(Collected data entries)
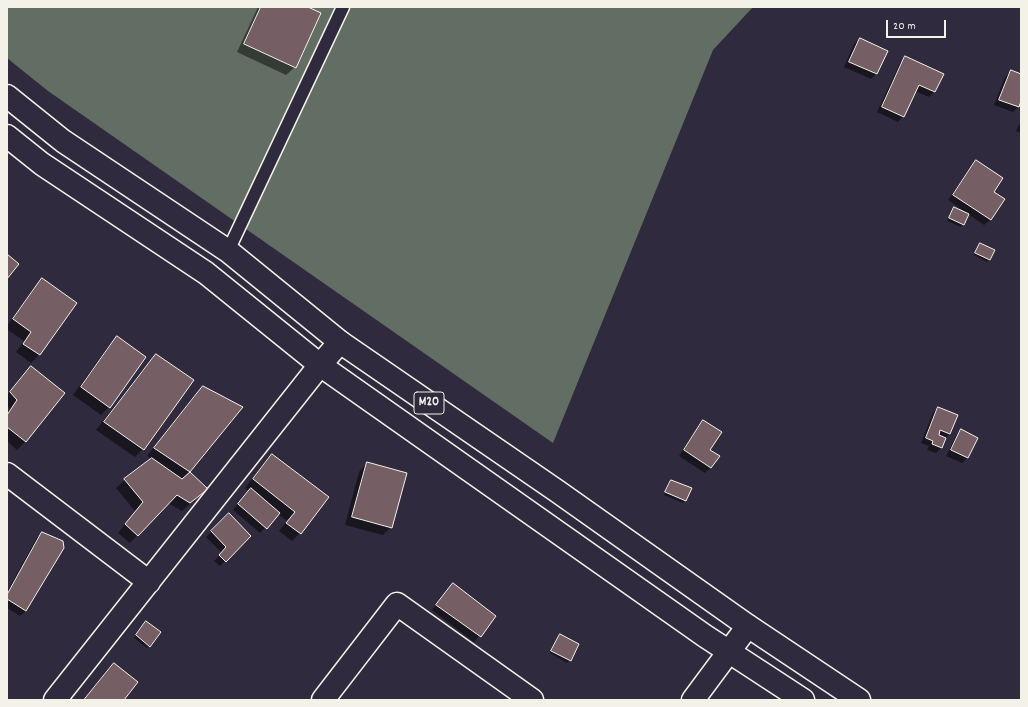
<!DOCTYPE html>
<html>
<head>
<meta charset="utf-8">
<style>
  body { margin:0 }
  #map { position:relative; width:1028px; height:707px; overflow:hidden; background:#2f2a3d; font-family:Dekko,sans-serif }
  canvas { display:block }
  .frame { position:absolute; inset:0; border:8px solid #f4f1e8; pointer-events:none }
  .scale { position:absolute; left:886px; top:20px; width:60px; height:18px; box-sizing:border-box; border:2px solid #f4f1e8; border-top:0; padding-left:5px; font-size:12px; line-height:14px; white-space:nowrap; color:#f4f1e8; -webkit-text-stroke:3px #2f2a3d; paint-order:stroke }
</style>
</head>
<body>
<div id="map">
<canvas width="1028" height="707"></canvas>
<div class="frame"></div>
<div class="scale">20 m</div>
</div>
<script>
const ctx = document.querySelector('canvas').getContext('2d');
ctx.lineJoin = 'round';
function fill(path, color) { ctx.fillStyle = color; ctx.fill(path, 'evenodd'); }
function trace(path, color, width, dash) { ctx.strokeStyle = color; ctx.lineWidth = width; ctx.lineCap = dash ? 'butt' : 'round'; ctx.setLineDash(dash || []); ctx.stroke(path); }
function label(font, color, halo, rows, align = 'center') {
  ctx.font = font + ' Dekko,sans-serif'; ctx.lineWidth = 3; ctx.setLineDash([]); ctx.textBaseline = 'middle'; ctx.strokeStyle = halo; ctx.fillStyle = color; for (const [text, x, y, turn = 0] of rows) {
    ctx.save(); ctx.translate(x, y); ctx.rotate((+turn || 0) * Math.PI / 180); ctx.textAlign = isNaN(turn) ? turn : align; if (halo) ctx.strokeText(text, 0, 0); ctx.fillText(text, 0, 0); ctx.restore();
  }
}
const green = new Path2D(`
  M 7,7 L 753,7 L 713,50 L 553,443 L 48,91 L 7,58 Z`);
const shadow = new Path2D(`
  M 258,7 L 305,7 L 295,67 L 286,75 L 237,52 Z
  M 860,39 L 887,51 L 876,74 L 871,79 L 844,67 L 854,44 Z
  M 906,57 L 934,92 L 929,97 L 915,91 L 903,116 L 898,122 L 877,112 L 900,63 Z
  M 1011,72 L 1021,75 L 1021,100 L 1018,107 L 1013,112 L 994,105 L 1005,77 Z
  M 1021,121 L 1021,133 L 1016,131 Z
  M 976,161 L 992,192 L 1004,199 L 990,220 L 984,225 L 968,214 L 961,227 L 947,221 L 954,208 L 963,212 L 964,211 L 948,200 L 971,167 Z
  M 980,244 L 990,259 L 987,262 L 974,255 Z
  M 42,280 L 39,355 L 31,363 L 16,352 L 24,341 L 7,329 L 7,326 L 34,288 Z
  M 118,337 L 145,357 L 109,407 L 101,415 L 73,395 L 109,346 Z
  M 156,355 L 192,380 L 143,449 L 135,457 L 96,430 L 148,363 Z
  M 31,367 L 63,393 L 25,442 L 17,450 L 7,441 L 7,413 L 10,409 L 7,405 L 7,395 Z
  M 204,387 L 189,471 L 186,475 L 206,489 L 182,511 L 168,503 L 130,543 L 118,533 L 135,511 L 116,488 L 125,480 L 152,459 L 147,456 L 195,395 Z
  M 938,408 L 957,415 L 949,434 L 945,438 L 941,448 L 936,453 L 927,450 L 929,446 L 921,443 L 933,413 Z
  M 703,421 L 709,450 L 711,467 L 705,473 L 679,456 L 698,427 Z
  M 961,430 L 977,438 L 967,458 L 962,463 L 946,456 L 956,436 Z
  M 272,455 L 327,497 L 300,533 L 292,541 L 279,531 L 287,521 L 278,514 L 260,533 L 233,510 L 249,491 L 245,488 L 264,463 Z
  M 367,463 L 391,527 L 383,535 L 345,525 L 359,472 Z
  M 671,481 L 685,500 L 683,503 L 664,495 L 668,483 Z
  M 229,515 L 250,536 L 220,566 L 214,561 L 222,553 L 206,537 Z
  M 42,533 L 26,611 L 20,616 L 7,608 L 7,592 L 36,539 Z
  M 453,585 L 495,616 L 474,642 L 432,610 Z
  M 144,625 L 150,646 L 147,648 L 134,638 Z
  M 560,635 L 570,660 L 567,663 L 550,653 Z
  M 114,664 L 123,700 L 84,700 L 108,669 Z`);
const building = new Path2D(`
  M 261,7 L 308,7 L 321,13 L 296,68 L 244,44 Z
  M 860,38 L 888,51 L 877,74 L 849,62 Z
  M 905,56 L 944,74 L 935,92 L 919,85 L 904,117 L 882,107 Z
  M 1011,70 L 1021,74 L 1021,101 L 1019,107 L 999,100 Z
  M 976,160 L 1003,178 L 994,192 L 1005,199 L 991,220 L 953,195 Z
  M 954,207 L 969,214 L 964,225 L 949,218 Z
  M 980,243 L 995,250 L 990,260 L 975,253 Z
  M 7,254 L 19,264 L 7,279 Z
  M 42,278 L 77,303 L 40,355 L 23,344 L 31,332 L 13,319 Z
  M 117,336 L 146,357 L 110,408 L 81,387 Z
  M 156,354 L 194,380 L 144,450 L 104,422 Z
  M 31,366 L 65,393 L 26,442 L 7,427 L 7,415 L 17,400 L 10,392 Z
  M 203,386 L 243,407 L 190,472 L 154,448 Z
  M 938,407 L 958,415 L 950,434 L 940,430 L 939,435 L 946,438 L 942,448 L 932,444 L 933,441 L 926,438 Z
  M 703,420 L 722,432 L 710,450 L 720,456 L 711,468 L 684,450 Z
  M 961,429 L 978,438 L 968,458 L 951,450 Z
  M 272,454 L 329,497 L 301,534 L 286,523 L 295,512 L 253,479 Z
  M 152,458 L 182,479 L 190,472 L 208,489 L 190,503 L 177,495 L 138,536 L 125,524 L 143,502 L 124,479 Z
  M 367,462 L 407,473 L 392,528 L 352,517 Z
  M 671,480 L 692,488 L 686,501 L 665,492 Z
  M 251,488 L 280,513 L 267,529 L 238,504 Z
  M 229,513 L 251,536 L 226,562 L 219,555 L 226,547 L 211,531 Z
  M 42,532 L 63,541 L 64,548 L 26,611 L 7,599 L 7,595 Z
  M 453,583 L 496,616 L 481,637 L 436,605 Z
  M 146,621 L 161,632 L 150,647 L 136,635 Z
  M 560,634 L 579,644 L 571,661 L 551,651 Z
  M 114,663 L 138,682 L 124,700 L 84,700 Z`);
const lane = new Path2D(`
  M 228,251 L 343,7`);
const street = new Path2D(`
  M 7,474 L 149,582
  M 55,700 L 320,365 L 340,342
  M 323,700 L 397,604 L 532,700
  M 693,700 L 748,626`);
const primary = new Path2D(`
  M 7,96 L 63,141 L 228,251 L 340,342 L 557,491 L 748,626 L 859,700
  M 7,136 L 42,164 L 206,273 L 320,365 L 705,636 L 803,700`);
const shields = [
  [429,403,30]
];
const shieldNames = [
  ["M20",429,403]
];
fill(green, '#626e63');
fill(shadow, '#0007');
fill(building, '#765f64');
trace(building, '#f4f1e8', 1);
trace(lane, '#f4f1e8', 15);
trace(street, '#f4f1e8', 25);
trace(primary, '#f4f1e8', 25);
trace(lane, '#2f2a3d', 12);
trace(street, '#2f2a3d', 22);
trace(primary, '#2f2a3d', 22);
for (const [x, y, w] of shields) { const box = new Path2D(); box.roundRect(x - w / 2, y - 11, w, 22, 3); ctx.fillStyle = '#2f2a3d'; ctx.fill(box); trace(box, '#f4f1e8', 1); }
label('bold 13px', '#f4f1e8', null, shieldNames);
</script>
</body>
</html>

■ The task: The line with "M 367,462 L 407,473 L 392,528 L 352,517 Z", the last line of the data above, and every line between them should be duplicated exactly, with nothing else.

■ Reply to the exercise:
  M 367,462 L 407,473 L 392,528 L 352,517 Z
  M 671,480 L 692,488 L 686,501 L 665,492 Z
  M 251,488 L 280,513 L 267,529 L 238,504 Z
  M 229,513 L 251,536 L 226,562 L 219,555 L 226,547 L 211,531 Z
  M 42,532 L 63,541 L 64,548 L 26,611 L 7,599 L 7,595 Z
  M 453,583 L 496,616 L 481,637 L 436,605 Z
  M 146,621 L 161,632 L 150,647 L 136,635 Z
  M 560,634 L 579,644 L 571,661 L 551,651 Z
  M 114,663 L 138,682 L 124,700 L 84,700 Z`);
const lane = new Path2D(`
  M 228,251 L 343,7`);
const street = new Path2D(`
  M 7,474 L 149,582
  M 55,700 L 320,365 L 340,342
  M 323,700 L 397,604 L 532,700
  M 693,700 L 748,626`);
const primary = new Path2D(`
  M 7,96 L 63,141 L 228,251 L 340,342 L 557,491 L 748,626 L 859,700
  M 7,136 L 42,164 L 206,273 L 320,365 L 705,636 L 803,700`);
const shields = [
  [429,403,30]
];
const shieldNames = [
  ["M20",429,403]
];
fill(green, '#626e63');
fill(shadow, '#0007');
fill(building, '#765f64');
trace(building, '#f4f1e8', 1);
trace(lane, '#f4f1e8', 15);
trace(street, '#f4f1e8', 25);
trace(primary, '#f4f1e8', 25);
trace(lane, '#2f2a3d', 12);
trace(street, '#2f2a3d', 22);
trace(primary, '#2f2a3d', 22);
for (const [x, y, w] of shields) { const box = new Path2D(); box.roundRect(x - w / 2, y - 11, w, 22, 3); ctx.fillStyle = '#2f2a3d'; ctx.fill(box); trace(box, '#f4f1e8', 1); }
label('bold 13px', '#f4f1e8', null, shieldNames);
</script>
</body>
</html>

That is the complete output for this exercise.